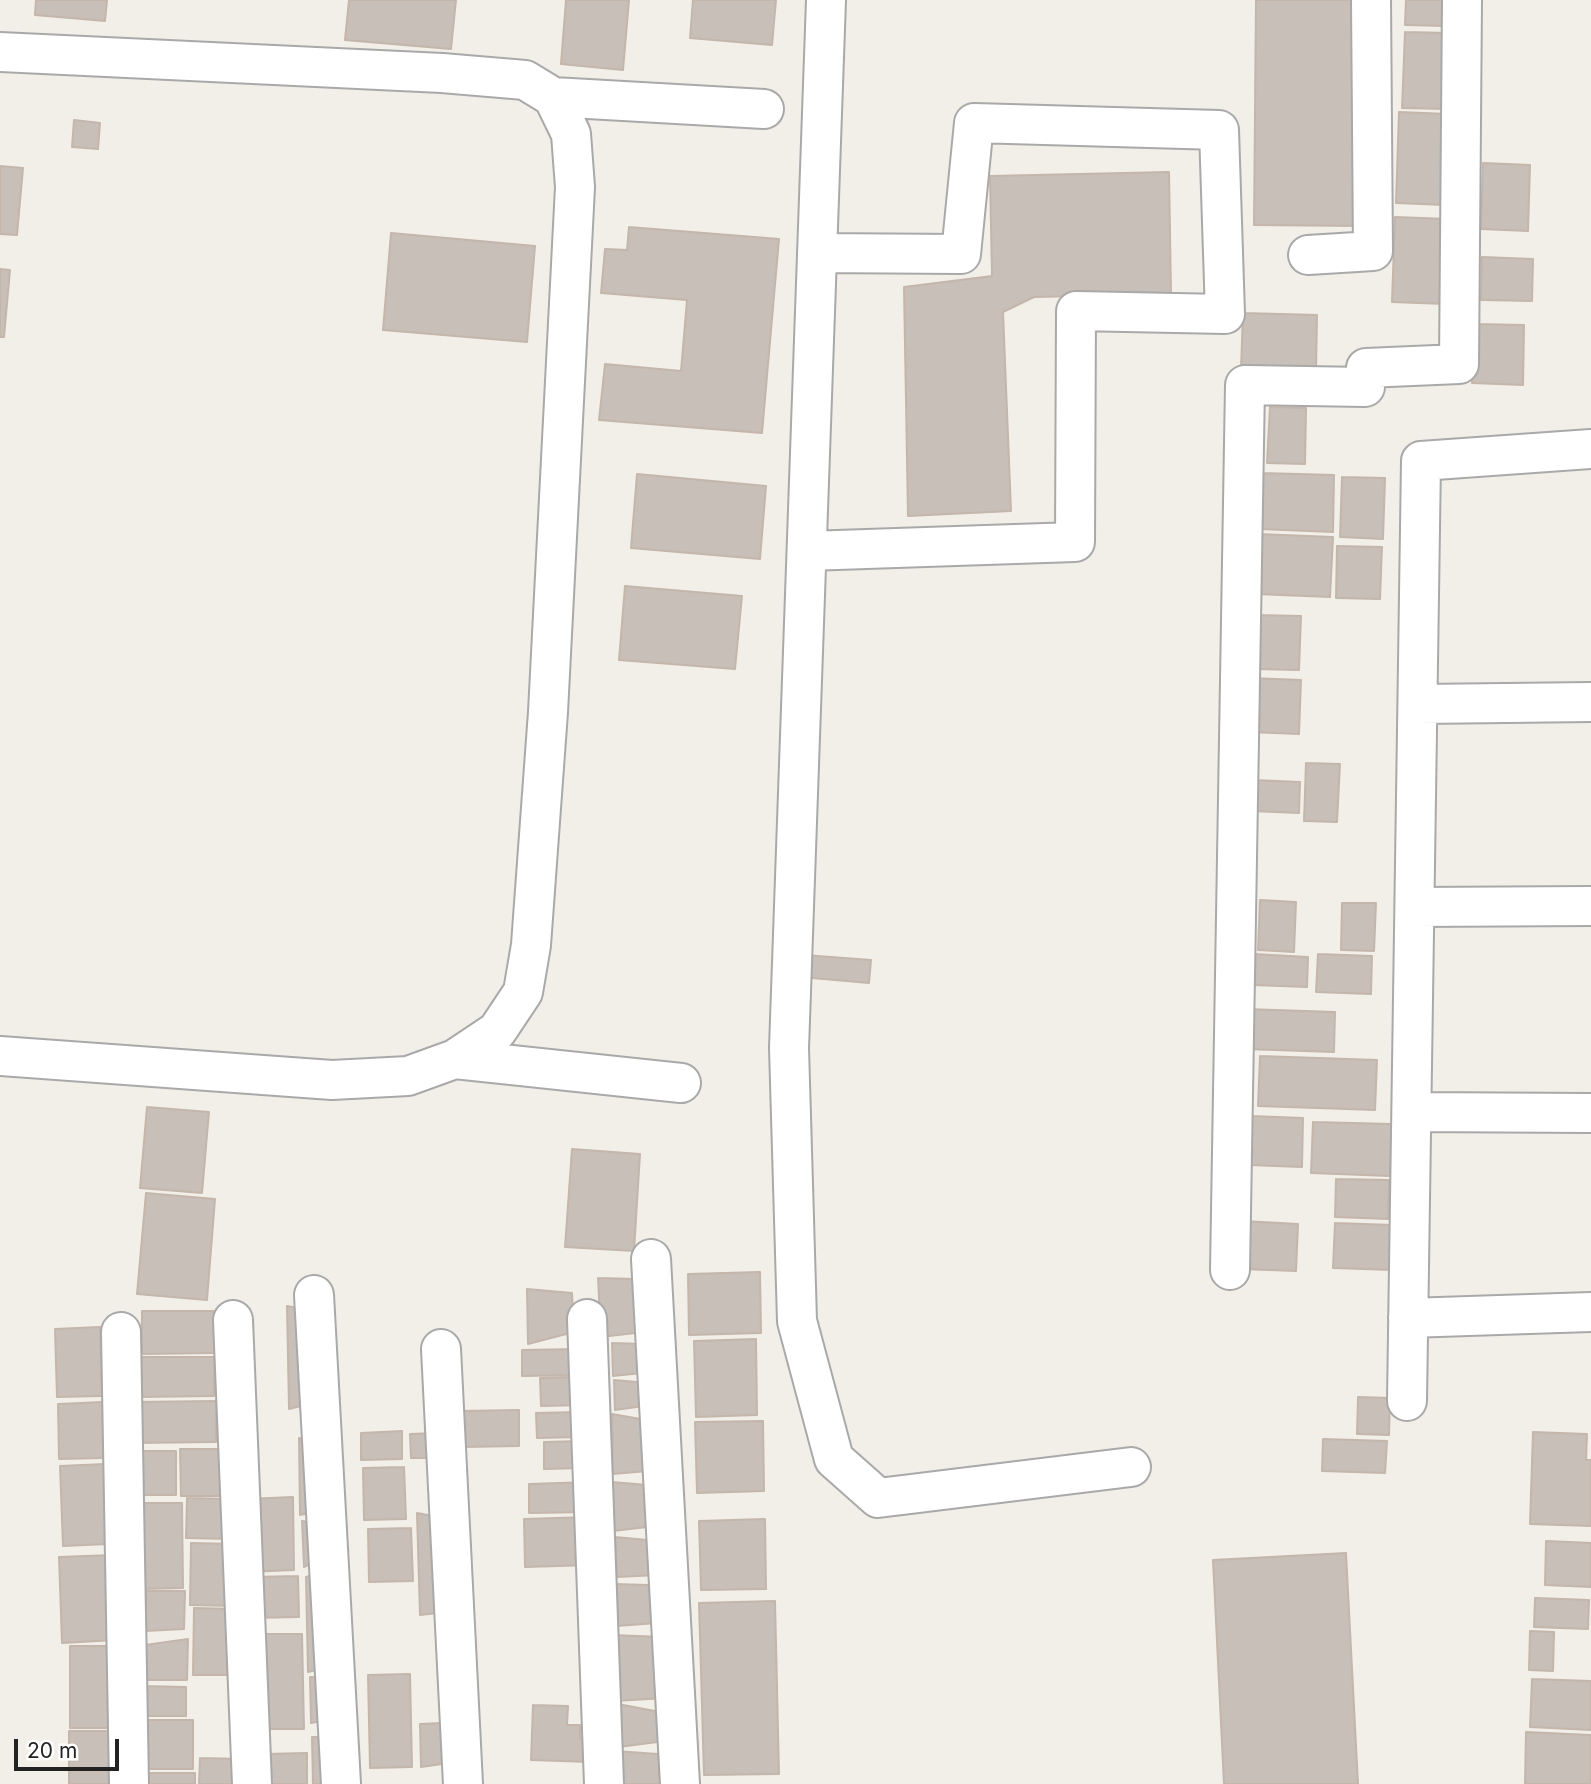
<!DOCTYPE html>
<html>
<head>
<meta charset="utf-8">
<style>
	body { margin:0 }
	#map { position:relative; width:1591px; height:1784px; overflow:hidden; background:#f2efe9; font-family:Inter,sans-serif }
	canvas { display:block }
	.scale { position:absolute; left:14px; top:1739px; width:105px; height:32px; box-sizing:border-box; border:4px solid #222; border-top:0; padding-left:9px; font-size:21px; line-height:24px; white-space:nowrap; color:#222; -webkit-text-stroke:5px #fff; paint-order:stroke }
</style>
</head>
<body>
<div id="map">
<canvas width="1591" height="1784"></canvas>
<div class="scale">20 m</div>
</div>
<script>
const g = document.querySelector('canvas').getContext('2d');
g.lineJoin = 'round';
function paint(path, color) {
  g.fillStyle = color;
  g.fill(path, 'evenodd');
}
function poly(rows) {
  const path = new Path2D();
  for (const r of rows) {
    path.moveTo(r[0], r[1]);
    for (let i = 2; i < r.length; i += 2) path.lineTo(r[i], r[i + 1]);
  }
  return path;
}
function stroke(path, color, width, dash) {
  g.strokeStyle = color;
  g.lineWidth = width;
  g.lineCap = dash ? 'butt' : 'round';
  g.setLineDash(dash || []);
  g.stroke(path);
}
const building = poly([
	[36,0,107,0,105,21,35,15,36,0],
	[349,0,456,0,451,49,345,40,349,0],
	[566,0,629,0,623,70,561,64,566,0],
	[693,0,776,0,772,45,690,38,693,0],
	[1256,0,1362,0,1360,226,1254,225,1256,0],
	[1406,0,1446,0,1445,26,1405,25,1406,0],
	[1405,32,1448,33,1446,109,1402,108,1405,32],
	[1399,112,1448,114,1445,205,1396,203,1399,112],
	[74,120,100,123,98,149,72,147,74,120],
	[1483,163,1530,165,1528,231,1481,229,1483,163],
	[0,166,23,168,17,235,0,234,0,166],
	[1169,172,1171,294,1034,297,1003,312,1011,511,908,516,904,287,992,276,990,176,1169,172],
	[1395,217,1448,219,1445,304,1392,302,1395,217],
	[629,227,779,239,762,433,599,420,605,364,681,371,687,300,601,293,605,249,627,250,629,227],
	[391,233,535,246,527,342,383,330,391,233],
	[1482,257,1533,259,1532,301,1481,300,1482,257],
	[0,269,10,270,4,337,0,337,0,269],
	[1243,313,1317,315,1316,370,1241,368,1243,313],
	[1474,324,1524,325,1523,385,1472,383,1474,324],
	[1270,407,1306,408,1305,464,1267,463,1270,407],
	[1261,473,1334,475,1333,532,1259,529,1261,473],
	[637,474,766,486,760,559,631,548,637,474],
	[1342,477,1385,478,1383,539,1340,537,1342,477],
	[1258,534,1333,537,1330,597,1256,594,1258,534],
	[1337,546,1382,547,1380,599,1336,598,1337,546],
	[625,586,742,596,735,669,619,660,625,586],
	[1256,615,1301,616,1299,670,1254,669,1256,615],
	[1251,678,1301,680,1299,734,1249,732,1251,678],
	[1306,763,1340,764,1337,822,1304,821,1306,763],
	[1253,780,1300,782,1299,813,1251,811,1253,780],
	[1260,900,1296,902,1294,952,1258,950,1260,900],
	[1342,903,1376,903,1374,951,1341,950,1342,903],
	[1253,954,1308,957,1307,987,1252,985,1253,954],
	[1318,954,1372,956,1371,994,1316,992,1318,954],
	[804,955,871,960,869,983,801,977,804,955],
	[1246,1009,1335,1012,1334,1052,1244,1049,1246,1009],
	[1260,1056,1377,1060,1375,1110,1258,1106,1260,1056],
	[147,1107,209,1112,202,1193,140,1188,147,1107],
	[1251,1116,1303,1118,1302,1167,1249,1165,1251,1116],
	[1313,1122,1392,1124,1390,1176,1311,1173,1313,1122],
	[572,1149,640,1154,634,1251,565,1247,572,1149],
	[1336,1179,1389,1180,1388,1219,1335,1217,1336,1179],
	[146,1193,215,1199,207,1300,137,1294,146,1193],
	[1243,1221,1298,1224,1296,1271,1241,1269,1243,1221],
	[1335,1223,1393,1225,1392,1270,1333,1268,1335,1223],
	[760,1272,761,1333,689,1335,688,1274,760,1272],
	[598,1278,636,1279,635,1333,601,1337,598,1278],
	[527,1289,572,1293,574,1332,528,1344,527,1289],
	[287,1306,298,1308,305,1405,289,1409,287,1306],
	[142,1311,214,1311,214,1353,142,1354,142,1311],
	[100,1327,102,1396,57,1397,55,1329,100,1327],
	[756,1339,757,1415,696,1417,694,1341,756,1339],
	[612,1343,643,1344,642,1373,613,1376,612,1343],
	[581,1349,582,1375,522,1376,522,1350,581,1349],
	[140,1357,214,1357,214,1396,140,1397,140,1357],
	[583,1377,584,1405,541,1406,540,1378,583,1377],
	[614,1380,649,1383,644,1406,615,1410,614,1380],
	[1358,1397,1390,1398,1389,1435,1357,1434,1358,1397],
	[216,1401,216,1442,134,1443,133,1402,216,1401],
	[103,1402,104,1458,59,1459,58,1404,103,1402],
	[519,1410,519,1446,462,1447,461,1411,519,1410],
	[581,1412,582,1437,537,1438,536,1413,581,1412],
	[612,1414,646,1420,648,1471,613,1474,612,1414],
	[763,1421,764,1491,697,1493,695,1422,763,1421],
	[402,1431,402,1459,361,1460,361,1433,402,1431],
	[1533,1432,1587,1434,1586,1460,1591,1460,1591,1526,1530,1524,1533,1432],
	[438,1433,438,1458,411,1458,410,1434,438,1433],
	[299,1438,308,1440,315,1512,300,1515,299,1438],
	[1323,1439,1387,1441,1385,1473,1322,1471,1323,1439],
	[582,1441,583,1468,544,1469,544,1442,582,1441],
	[180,1449,226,1449,227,1496,181,1496,180,1449],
	[131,1451,176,1451,176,1495,131,1495,131,1451],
	[105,1464,108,1544,63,1546,60,1466,105,1464],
	[404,1467,406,1519,364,1520,363,1468,404,1467],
	[591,1482,591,1512,529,1513,529,1484,591,1482],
	[612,1482,647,1485,656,1526,613,1531,612,1482],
	[293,1497,294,1570,249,1572,247,1499,293,1497],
	[187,1498,231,1499,231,1539,186,1538,187,1498],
	[140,1503,182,1503,183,1588,141,1589,140,1503],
	[417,1513,433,1516,438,1613,420,1615,417,1513],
	[590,1517,591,1565,525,1567,524,1519,590,1517],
	[765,1519,766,1589,701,1590,699,1521,765,1519],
	[302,1521,316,1523,313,1563,304,1567,302,1521],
	[411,1528,413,1581,369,1582,368,1529,411,1528],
	[615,1537,658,1541,658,1575,617,1577,615,1537],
	[1546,1541,1591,1543,1591,1587,1545,1585,1546,1541],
	[191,1543,234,1544,233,1606,190,1605,191,1543],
	[1346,1553,1358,1784,1224,1784,1213,1560,1346,1553],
	[113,1555,116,1640,62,1643,59,1557,113,1555],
	[313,1575,321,1669,308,1672,306,1577,313,1575],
	[298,1576,299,1617,252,1618,251,1577,298,1576],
	[615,1584,648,1585,658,1623,616,1626,615,1584],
	[138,1591,185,1591,184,1629,145,1631,138,1591],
	[1535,1598,1589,1600,1588,1629,1534,1627,1535,1598],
	[775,1601,779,1774,704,1775,699,1603,775,1601],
	[194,1608,238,1609,237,1675,193,1675,194,1608],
	[1530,1631,1554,1632,1553,1671,1529,1670,1530,1631],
	[264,1634,302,1634,304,1729,266,1729,264,1634],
	[612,1635,662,1637,667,1698,614,1701,612,1635],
	[188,1639,187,1680,137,1680,145,1645,188,1639],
	[70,1646,120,1646,120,1728,70,1728,70,1646],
	[410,1674,412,1767,370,1768,368,1675,410,1674],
	[310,1677,328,1678,328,1720,311,1723,310,1677],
	[1532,1679,1591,1681,1591,1730,1530,1727,1532,1679],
	[143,1686,186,1687,186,1716,142,1716,143,1686],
	[618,1704,660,1712,665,1741,619,1747,618,1704],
	[533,1705,568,1706,567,1725,580,1725,580,1738,591,1738,590,1762,531,1760,533,1705],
	[143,1720,193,1720,193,1769,142,1769,143,1720],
	[441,1723,442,1764,421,1767,420,1724,441,1723],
	[69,1731,120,1731,120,1784,69,1784,69,1731],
	[1526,1732,1591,1735,1591,1784,1525,1784,1526,1732],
	[312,1737,331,1737,332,1784,313,1784,312,1737],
	[615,1751,658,1754,667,1784,616,1784,615,1751],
	[307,1753,307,1784,266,1784,265,1754,307,1753],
	[200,1758,242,1759,241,1784,199,1784,200,1758],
	[144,1773,195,1773,195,1784,144,1784,144,1773]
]);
paint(building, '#c7bfb8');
stroke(building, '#c4b6ab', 2);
const minor = poly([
	[826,0,789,1048,797,1321,834,1459,878,1498,1131,1467],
	[0,52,442,73,525,80,553,97,571,134,575,187,548,712,531,945,523,992,497,1031,455,1059,408,1076,332,1080,0,1056],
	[553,97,764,109],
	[1308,255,1373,251,1371,0],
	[807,551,1075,542,1076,311,1225,314,1219,130,974,123,961,254,817,253],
	[1420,704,1591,702],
	[1416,907,1591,906],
	[455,1059,681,1083],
	[1412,1112,1591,1113],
	[651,1259,680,1784],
	[1230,1270,1245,385,1365,387,1366,368,1459,364,1462,0],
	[314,1295,341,1784],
	[1408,1318,1591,1312],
	[587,1319,604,1784],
	[233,1320,252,1784],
	[121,1332,129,1784],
	[441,1349,463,1784],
	[1407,1401,1421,461,1591,449]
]);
stroke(minor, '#a9a9a9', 42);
stroke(minor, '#fff', 38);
</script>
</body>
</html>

+ + +

# [INSTRUCTIONS TO FOLLOW]
Without any pictures, reproduce the lines from the first one in the material through the line that has "const path = new Path2D();", exactly as they appear.

# [SOLUTION TO THIS TASK]
<!DOCTYPE html>
<html>
<head>
<meta charset="utf-8">
<style>
	body { margin:0 }
	#map { position:relative; width:1591px; height:1784px; overflow:hidden; background:#f2efe9; font-family:Inter,sans-serif }
	canvas { display:block }
	.scale { position:absolute; left:14px; top:1739px; width:105px; height:32px; box-sizing:border-box; border:4px solid #222; border-top:0; padding-left:9px; font-size:21px; line-height:24px; white-space:nowrap; color:#222; -webkit-text-stroke:5px #fff; paint-order:stroke }
</style>
</head>
<body>
<div id="map">
<canvas width="1591" height="1784"></canvas>
<div class="scale">20 m</div>
</div>
<script>
const g = document.querySelector('canvas').getContext('2d');
g.lineJoin = 'round';
function paint(path, color) {
  g.fillStyle = color;
  g.fill(path, 'evenodd');
}
function poly(rows) {
  const path = new Path2D();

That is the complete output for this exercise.